Start of Block

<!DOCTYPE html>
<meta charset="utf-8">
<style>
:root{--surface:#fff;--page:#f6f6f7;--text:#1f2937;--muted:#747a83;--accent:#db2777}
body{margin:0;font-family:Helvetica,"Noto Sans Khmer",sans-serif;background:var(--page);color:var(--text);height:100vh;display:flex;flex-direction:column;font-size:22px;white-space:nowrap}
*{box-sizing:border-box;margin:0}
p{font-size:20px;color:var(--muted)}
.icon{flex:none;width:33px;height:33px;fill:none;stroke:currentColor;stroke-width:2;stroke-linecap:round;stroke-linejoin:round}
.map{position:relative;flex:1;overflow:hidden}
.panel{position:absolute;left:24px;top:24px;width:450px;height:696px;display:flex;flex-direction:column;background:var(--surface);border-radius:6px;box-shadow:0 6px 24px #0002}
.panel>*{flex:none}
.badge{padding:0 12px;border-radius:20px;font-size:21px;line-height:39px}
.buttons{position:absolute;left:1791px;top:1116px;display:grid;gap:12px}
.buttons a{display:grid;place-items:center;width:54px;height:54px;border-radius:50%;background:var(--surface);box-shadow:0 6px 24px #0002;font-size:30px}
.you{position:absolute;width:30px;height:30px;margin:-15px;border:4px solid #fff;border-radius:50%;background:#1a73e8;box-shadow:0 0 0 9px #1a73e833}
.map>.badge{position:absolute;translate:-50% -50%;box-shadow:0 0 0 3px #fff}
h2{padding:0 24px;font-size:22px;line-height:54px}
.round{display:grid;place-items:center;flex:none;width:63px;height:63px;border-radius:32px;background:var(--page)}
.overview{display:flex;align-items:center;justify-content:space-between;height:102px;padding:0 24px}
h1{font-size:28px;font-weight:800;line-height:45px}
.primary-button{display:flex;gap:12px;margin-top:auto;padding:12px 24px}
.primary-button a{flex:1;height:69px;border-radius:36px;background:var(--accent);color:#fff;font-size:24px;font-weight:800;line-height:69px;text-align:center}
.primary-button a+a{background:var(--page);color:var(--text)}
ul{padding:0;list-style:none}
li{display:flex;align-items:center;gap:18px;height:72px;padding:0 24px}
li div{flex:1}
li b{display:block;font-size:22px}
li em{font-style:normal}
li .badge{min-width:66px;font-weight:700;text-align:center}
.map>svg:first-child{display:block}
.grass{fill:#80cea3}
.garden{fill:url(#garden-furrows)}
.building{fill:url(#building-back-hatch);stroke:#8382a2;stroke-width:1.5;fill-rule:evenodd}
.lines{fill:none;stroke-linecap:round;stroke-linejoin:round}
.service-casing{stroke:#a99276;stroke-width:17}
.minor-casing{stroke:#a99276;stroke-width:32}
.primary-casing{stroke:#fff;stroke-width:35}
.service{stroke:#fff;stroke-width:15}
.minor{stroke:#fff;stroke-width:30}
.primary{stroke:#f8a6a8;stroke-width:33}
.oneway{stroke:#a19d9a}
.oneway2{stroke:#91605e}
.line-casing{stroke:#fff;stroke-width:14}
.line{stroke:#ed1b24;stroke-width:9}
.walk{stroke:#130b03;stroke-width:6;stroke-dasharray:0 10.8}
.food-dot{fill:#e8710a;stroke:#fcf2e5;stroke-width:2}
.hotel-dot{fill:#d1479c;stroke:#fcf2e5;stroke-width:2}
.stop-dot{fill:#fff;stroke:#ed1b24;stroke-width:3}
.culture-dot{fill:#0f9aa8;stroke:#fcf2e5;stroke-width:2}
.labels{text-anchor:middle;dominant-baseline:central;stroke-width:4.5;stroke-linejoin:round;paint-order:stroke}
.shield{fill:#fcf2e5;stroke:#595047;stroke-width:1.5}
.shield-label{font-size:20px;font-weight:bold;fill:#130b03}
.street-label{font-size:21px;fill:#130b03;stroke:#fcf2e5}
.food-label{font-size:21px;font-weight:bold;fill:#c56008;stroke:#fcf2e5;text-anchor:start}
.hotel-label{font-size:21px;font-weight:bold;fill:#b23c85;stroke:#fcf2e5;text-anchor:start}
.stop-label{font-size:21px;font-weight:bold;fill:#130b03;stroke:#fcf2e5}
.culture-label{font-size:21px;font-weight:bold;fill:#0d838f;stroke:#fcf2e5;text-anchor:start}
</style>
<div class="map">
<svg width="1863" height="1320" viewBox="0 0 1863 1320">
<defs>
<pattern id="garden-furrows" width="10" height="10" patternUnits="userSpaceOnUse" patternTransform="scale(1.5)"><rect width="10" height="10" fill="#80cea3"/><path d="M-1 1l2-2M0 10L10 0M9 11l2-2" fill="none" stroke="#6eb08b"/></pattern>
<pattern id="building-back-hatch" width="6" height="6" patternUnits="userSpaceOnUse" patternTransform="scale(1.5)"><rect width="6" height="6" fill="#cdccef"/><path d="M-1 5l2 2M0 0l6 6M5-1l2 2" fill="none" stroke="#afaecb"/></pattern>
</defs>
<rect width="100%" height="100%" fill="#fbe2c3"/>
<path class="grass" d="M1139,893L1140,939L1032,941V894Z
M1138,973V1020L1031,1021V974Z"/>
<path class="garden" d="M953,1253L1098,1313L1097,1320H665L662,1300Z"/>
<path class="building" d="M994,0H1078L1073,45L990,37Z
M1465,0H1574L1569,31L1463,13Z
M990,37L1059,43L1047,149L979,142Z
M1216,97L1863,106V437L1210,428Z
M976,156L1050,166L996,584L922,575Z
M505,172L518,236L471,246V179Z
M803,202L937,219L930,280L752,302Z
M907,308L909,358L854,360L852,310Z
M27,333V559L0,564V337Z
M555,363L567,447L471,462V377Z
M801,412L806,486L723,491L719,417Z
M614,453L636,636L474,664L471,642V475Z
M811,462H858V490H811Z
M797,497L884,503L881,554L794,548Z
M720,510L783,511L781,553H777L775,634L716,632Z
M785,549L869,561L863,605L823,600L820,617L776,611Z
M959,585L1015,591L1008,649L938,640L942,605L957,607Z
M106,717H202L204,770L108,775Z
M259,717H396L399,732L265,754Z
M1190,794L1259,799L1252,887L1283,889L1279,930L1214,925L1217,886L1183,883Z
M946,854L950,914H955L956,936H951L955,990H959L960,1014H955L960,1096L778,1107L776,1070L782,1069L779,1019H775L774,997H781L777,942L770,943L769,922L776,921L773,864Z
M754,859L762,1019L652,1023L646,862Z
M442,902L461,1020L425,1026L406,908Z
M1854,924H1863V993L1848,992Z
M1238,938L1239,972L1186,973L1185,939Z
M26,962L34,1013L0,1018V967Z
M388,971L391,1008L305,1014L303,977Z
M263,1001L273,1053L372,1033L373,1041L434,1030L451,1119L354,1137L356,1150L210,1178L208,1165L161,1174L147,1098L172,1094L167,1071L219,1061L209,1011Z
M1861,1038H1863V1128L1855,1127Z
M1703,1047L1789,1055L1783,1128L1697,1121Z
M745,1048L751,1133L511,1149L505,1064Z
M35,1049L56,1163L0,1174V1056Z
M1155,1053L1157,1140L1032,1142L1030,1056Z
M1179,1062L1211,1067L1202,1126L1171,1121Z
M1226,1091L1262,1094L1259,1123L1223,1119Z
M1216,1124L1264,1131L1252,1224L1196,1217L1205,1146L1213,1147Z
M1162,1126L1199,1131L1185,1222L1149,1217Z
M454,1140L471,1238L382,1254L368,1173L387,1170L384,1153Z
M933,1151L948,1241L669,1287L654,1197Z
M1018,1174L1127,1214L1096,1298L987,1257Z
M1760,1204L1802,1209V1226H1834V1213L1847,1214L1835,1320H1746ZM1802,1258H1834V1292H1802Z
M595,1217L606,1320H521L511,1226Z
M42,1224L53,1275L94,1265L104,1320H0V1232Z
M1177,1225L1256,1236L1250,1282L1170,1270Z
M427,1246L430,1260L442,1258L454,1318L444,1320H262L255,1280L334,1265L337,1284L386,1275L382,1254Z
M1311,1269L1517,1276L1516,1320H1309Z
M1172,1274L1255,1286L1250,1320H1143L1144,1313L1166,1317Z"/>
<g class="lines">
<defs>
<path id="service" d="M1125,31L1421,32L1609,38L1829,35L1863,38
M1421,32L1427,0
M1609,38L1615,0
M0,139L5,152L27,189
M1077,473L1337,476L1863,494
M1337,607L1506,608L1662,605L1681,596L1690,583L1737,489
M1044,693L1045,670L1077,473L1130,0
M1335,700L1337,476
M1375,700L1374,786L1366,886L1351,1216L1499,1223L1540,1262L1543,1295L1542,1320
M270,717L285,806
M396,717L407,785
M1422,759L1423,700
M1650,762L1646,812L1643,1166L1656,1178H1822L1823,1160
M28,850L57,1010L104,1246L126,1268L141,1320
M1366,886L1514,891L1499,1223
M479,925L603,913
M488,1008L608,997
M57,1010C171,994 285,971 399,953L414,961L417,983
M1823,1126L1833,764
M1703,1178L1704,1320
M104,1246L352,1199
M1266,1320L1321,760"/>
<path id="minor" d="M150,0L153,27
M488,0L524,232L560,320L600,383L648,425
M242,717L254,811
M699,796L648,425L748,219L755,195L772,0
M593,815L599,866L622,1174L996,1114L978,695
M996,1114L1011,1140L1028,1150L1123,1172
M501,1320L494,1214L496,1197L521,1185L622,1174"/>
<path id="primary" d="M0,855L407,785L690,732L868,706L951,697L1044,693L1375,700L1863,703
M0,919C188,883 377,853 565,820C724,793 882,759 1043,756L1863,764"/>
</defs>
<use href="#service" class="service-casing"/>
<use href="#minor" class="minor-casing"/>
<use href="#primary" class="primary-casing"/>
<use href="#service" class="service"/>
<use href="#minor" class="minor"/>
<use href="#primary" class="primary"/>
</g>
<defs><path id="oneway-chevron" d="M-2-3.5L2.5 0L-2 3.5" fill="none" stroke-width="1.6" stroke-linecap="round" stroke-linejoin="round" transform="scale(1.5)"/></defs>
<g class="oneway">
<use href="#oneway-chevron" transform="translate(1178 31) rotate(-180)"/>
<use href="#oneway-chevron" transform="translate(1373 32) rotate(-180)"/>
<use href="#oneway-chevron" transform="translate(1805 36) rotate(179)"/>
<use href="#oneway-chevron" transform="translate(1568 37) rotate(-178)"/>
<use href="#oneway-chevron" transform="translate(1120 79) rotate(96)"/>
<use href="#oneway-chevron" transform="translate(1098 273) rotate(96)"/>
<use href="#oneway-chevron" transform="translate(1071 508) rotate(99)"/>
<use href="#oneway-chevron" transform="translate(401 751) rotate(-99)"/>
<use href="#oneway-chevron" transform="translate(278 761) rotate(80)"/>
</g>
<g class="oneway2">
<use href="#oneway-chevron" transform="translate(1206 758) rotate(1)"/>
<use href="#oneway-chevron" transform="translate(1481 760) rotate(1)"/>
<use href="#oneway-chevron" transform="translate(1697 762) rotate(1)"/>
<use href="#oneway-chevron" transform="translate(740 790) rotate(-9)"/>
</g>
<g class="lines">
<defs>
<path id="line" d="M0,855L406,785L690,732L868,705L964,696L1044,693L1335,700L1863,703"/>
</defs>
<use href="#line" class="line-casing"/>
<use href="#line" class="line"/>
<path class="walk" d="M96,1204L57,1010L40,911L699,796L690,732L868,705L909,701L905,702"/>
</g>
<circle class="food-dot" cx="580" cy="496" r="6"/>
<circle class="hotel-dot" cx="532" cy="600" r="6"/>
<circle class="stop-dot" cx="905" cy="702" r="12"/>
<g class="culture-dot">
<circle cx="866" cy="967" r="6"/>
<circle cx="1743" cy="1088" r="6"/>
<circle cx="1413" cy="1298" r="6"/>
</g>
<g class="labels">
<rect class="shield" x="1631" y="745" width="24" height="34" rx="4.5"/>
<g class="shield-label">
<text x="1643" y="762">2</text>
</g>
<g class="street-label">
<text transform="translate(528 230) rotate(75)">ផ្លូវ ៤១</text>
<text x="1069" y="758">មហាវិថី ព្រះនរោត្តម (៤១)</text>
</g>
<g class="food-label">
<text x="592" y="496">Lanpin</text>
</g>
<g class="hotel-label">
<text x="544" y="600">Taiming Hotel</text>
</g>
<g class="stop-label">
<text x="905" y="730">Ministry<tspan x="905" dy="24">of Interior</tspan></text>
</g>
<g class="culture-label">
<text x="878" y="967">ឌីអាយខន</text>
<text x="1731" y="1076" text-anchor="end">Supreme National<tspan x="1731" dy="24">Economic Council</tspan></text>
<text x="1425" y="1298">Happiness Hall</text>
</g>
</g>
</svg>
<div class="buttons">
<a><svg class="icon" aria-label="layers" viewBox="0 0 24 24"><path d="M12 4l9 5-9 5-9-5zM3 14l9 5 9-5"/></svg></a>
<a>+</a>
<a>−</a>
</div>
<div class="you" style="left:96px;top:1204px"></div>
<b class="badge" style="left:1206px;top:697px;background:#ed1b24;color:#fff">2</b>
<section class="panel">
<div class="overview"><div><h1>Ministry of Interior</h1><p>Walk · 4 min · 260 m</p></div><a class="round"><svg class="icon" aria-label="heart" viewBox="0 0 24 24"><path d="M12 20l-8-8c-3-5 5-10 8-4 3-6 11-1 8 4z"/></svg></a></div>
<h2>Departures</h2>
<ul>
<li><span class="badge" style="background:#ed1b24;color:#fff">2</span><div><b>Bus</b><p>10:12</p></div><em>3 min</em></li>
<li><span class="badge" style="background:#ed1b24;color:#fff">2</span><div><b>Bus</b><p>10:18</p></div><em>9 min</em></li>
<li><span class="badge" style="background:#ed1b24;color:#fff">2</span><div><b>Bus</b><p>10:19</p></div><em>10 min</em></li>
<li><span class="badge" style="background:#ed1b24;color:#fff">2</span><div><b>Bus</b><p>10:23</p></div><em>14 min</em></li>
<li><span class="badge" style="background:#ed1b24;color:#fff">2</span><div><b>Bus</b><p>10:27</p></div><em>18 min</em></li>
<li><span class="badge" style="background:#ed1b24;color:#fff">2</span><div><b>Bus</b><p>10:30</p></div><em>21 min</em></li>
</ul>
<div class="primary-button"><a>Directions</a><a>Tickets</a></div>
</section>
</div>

End of Block

- **WORK REQUIRED**
Filter by the word "column": copy every line of the data that holds it.

- **EXERCISE SOLUTION**
body{margin:0;font-family:Helvetica,"Noto Sans Khmer",sans-serif;background:var(--page);color:var(--text);height:100vh;display:flex;flex-direction:column;font-size:22px;white-space:nowrap}
.panel{position:absolute;left:24px;top:24px;width:450px;height:696px;display:flex;flex-direction:column;background:var(--surface);border-radius:6px;box-shadow:0 6px 24px #0002}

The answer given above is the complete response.